= Directions for this task =
Select from the records below every line that has the word "road" in it.

(Stored items)
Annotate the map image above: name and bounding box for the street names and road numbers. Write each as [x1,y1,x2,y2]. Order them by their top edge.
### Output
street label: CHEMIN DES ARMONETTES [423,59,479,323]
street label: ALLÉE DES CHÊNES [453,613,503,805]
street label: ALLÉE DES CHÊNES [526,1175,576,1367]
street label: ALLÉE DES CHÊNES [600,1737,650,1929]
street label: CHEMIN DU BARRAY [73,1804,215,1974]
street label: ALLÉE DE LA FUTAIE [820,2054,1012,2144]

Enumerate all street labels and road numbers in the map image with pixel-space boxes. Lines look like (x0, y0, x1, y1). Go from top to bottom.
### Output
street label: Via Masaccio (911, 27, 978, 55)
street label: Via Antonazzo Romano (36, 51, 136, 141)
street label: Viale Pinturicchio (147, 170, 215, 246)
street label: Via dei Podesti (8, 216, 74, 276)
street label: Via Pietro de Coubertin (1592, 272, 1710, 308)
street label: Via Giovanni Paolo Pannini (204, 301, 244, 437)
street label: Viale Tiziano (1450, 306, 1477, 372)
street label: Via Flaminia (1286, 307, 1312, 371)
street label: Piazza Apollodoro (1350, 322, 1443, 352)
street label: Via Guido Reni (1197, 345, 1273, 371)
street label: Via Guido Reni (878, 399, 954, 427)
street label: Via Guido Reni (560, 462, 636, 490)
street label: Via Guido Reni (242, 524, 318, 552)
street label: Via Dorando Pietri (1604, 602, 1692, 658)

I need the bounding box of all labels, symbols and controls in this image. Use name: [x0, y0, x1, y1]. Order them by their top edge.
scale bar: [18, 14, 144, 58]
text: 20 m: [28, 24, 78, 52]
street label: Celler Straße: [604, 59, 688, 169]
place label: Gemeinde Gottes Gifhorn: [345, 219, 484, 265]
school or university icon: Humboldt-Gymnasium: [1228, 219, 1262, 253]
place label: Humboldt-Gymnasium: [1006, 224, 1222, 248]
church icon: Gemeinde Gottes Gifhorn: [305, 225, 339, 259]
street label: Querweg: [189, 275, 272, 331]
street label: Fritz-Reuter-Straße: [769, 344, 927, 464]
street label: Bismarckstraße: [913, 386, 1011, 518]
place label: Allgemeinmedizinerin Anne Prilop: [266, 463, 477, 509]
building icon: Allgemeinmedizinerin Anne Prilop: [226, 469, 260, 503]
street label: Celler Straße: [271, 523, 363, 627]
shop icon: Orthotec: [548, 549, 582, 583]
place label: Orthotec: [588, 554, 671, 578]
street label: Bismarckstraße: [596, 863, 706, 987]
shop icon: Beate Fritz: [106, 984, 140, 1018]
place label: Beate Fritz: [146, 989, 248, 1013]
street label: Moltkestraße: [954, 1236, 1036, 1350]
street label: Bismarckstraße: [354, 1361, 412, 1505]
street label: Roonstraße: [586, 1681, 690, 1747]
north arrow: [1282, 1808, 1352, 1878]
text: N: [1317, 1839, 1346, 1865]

= Exercise solution =
Annotate the map image above: name and bounding box for the street names and road numbers. Write each as [x1,y1,x2,y2]. Order them by their top edge.
Enumerate all street labels and road numbers in the map image with pixel-space boxes. Lines look like (x0, y0, x1, y1). Go from top to bottom.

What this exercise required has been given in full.